:: What you are asked to do ::
Skip the images. Copy the records exactly as written.

:: Data to process ::
◇ ◇ ◇ ◇ ◇
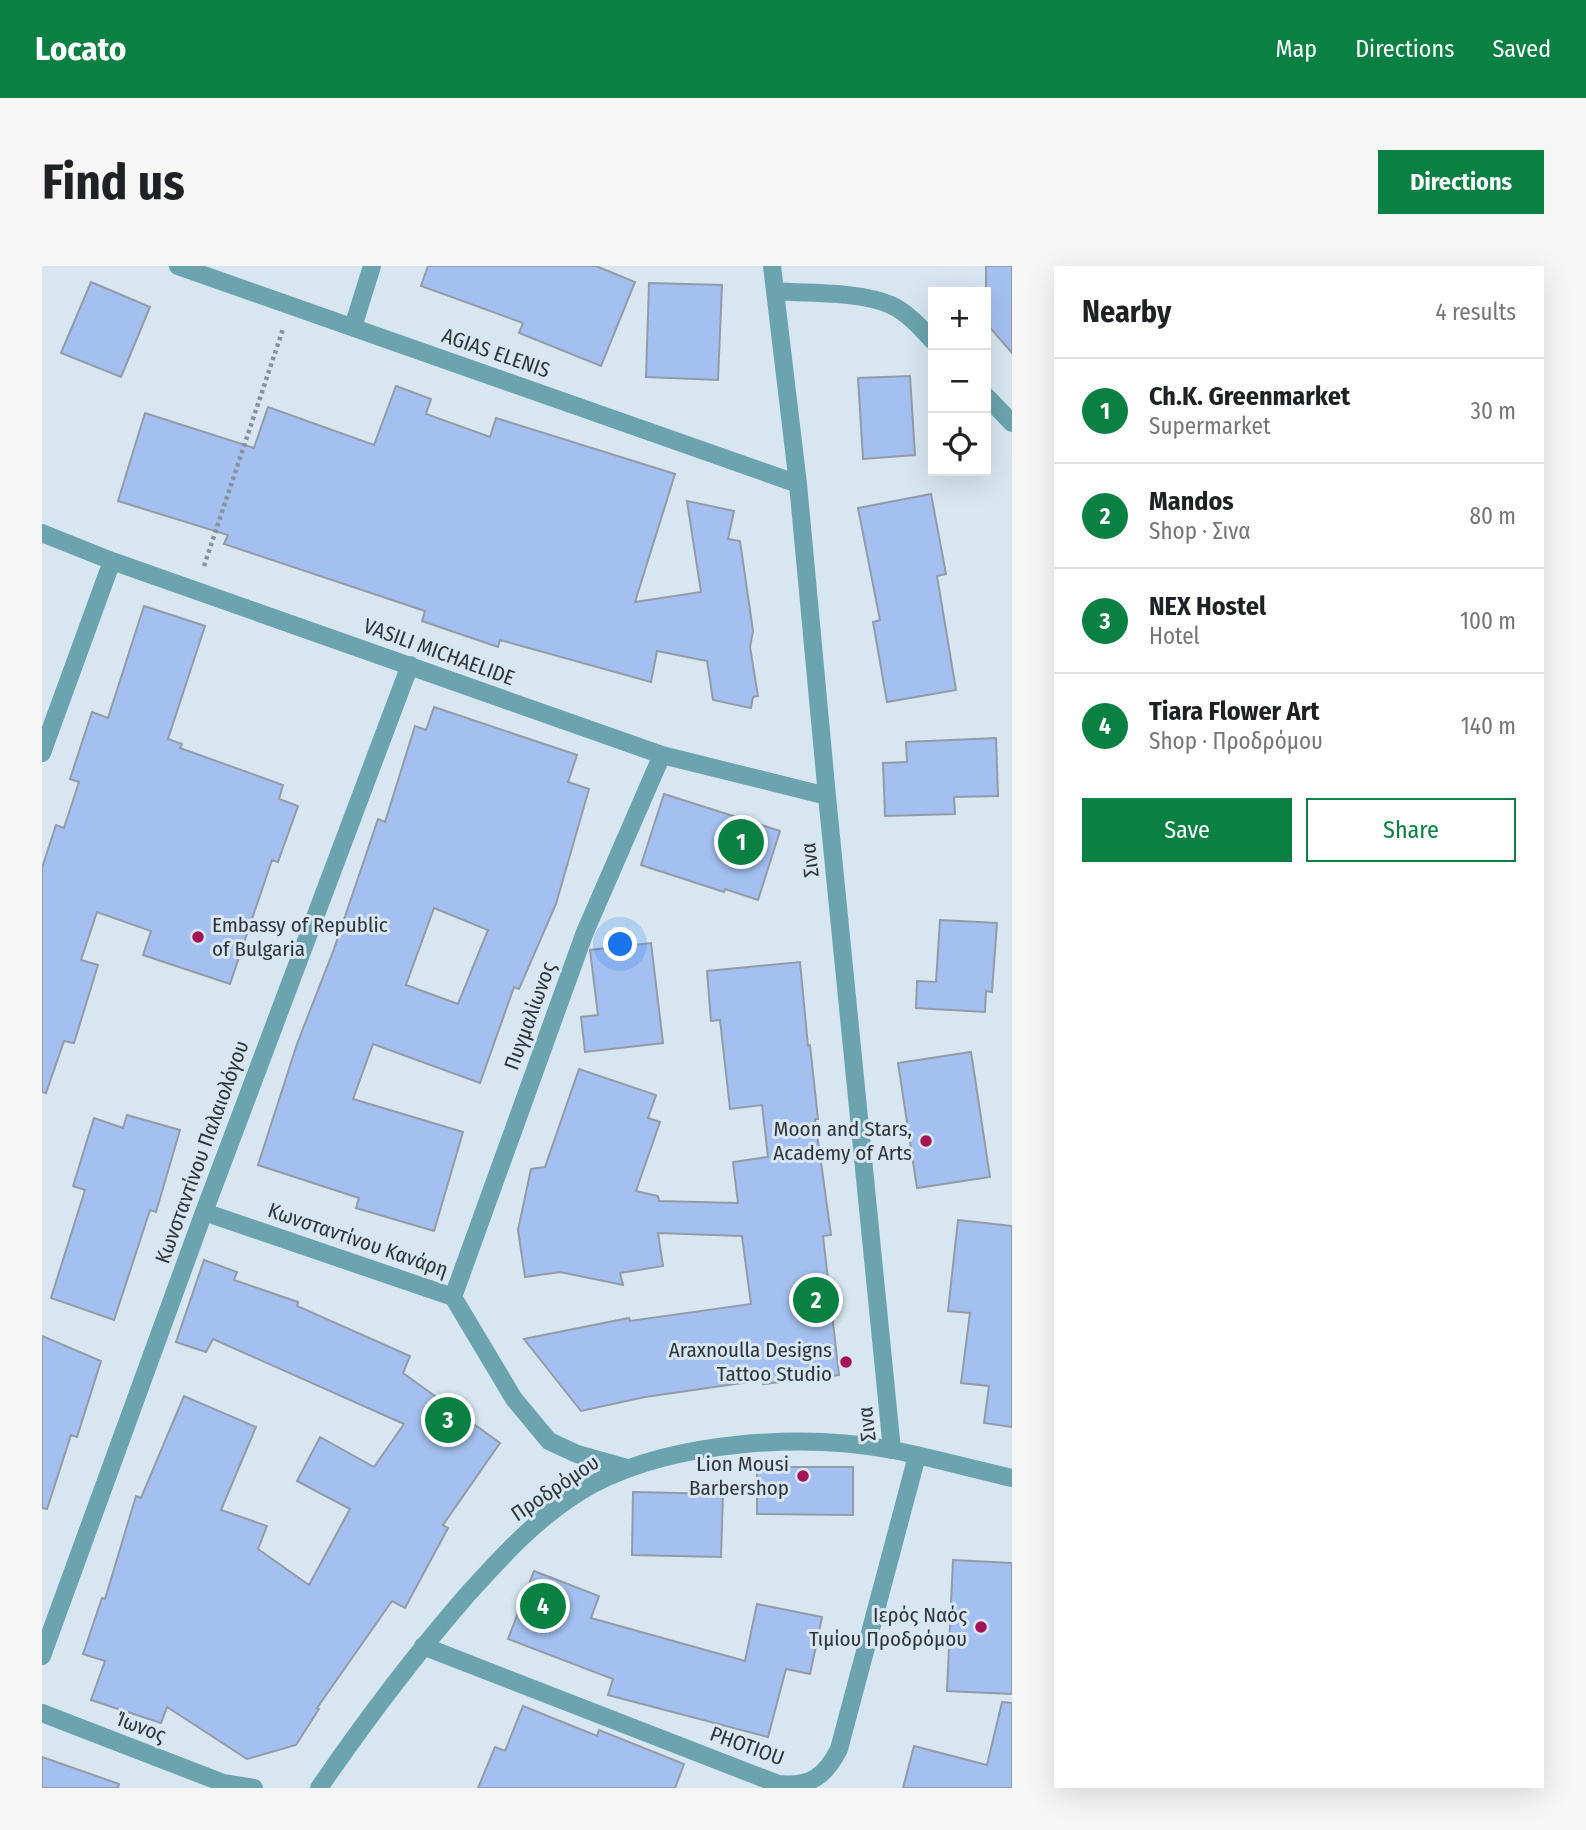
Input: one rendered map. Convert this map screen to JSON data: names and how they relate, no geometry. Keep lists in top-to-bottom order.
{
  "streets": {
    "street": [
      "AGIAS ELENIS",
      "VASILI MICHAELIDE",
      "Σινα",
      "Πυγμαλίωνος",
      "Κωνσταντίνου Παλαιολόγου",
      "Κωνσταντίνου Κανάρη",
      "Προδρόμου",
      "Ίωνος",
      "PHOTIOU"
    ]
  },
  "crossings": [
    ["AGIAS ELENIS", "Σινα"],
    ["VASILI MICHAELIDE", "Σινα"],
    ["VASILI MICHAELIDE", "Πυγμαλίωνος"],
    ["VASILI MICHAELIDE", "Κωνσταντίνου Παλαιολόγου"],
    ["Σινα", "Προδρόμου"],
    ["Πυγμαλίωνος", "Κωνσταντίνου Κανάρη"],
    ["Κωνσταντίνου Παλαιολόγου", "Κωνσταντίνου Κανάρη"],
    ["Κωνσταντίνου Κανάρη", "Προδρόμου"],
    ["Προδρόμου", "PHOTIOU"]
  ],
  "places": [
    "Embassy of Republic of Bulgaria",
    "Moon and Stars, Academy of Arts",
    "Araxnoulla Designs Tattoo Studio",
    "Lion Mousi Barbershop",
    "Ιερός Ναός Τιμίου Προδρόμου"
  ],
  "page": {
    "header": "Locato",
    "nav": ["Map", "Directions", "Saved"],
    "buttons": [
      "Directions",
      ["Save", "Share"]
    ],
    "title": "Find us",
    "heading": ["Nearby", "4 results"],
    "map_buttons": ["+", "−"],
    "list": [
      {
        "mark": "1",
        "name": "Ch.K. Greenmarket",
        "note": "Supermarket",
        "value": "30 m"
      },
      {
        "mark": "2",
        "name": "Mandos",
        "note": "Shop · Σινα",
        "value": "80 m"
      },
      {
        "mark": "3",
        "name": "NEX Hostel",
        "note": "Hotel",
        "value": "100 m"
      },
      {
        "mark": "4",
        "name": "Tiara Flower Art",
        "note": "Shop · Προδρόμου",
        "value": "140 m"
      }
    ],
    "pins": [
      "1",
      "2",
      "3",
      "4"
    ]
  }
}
◇ ◇ ◇ ◇ ◇
:: Answer for the task ::
Input: one rendered map. Convert this map screen to JSON data: names and how they relate, no geometry. Keep lists in top-to-bottom order.
{
  "streets": {
    "street": [
      "AGIAS ELENIS",
      "VASILI MICHAELIDE",
      "Σινα",
      "Πυγμαλίωνος",
      "Κωνσταντίνου Παλαιολόγου",
      "Κωνσταντίνου Κανάρη",
      "Προδρόμου",
      "Ίωνος",
      "PHOTIOU"
    ]
  },
  "crossings": [
    ["AGIAS ELENIS", "Σινα"],
    ["VASILI MICHAELIDE", "Σινα"],
    ["VASILI MICHAELIDE", "Πυγμαλίωνος"],
    ["VASILI MICHAELIDE", "Κωνσταντίνου Παλαιολόγου"],
    ["Σινα", "Προδρόμου"],
    ["Πυγμαλίωνος", "Κωνσταντίνου Κανάρη"],
    ["Κωνσταντίνου Παλαιολόγου", "Κωνσταντίνου Κανάρη"],
    ["Κωνσταντίνου Κανάρη", "Προδρόμου"],
    ["Προδρόμου", "PHOTIOU"]
  ],
  "places": [
    "Embassy of Republic of Bulgaria",
    "Moon and Stars, Academy of Arts",
    "Araxnoulla Designs Tattoo Studio",
    "Lion Mousi Barbershop",
    "Ιερός Ναός Τιμίου Προδρόμου"
  ],
  "page": {
    "header": "Locato",
    "nav": ["Map", "Directions", "Saved"],
    "buttons": [
      "Directions",
      ["Save", "Share"]
    ],
    "title": "Find us",
    "heading": ["Nearby", "4 results"],
    "map_buttons": ["+", "−"],
    "list": [
      {
        "mark": "1",
        "name": "Ch.K. Greenmarket",
        "note": "Supermarket",
        "value": "30 m"
      },
      {
        "mark": "2",
        "name": "Mandos",
        "note": "Shop · Σινα",
        "value": "80 m"
      },
      {
        "mark": "3",
        "name": "NEX Hostel",
        "note": "Hotel",
        "value": "100 m"
      },
      {
        "mark": "4",
        "name": "Tiara Flower Art",
        "note": "Shop · Προδρόμου",
        "value": "140 m"
      }
    ],
    "pins": [
      "1",
      "2",
      "3",
      "4"
    ]
  }
}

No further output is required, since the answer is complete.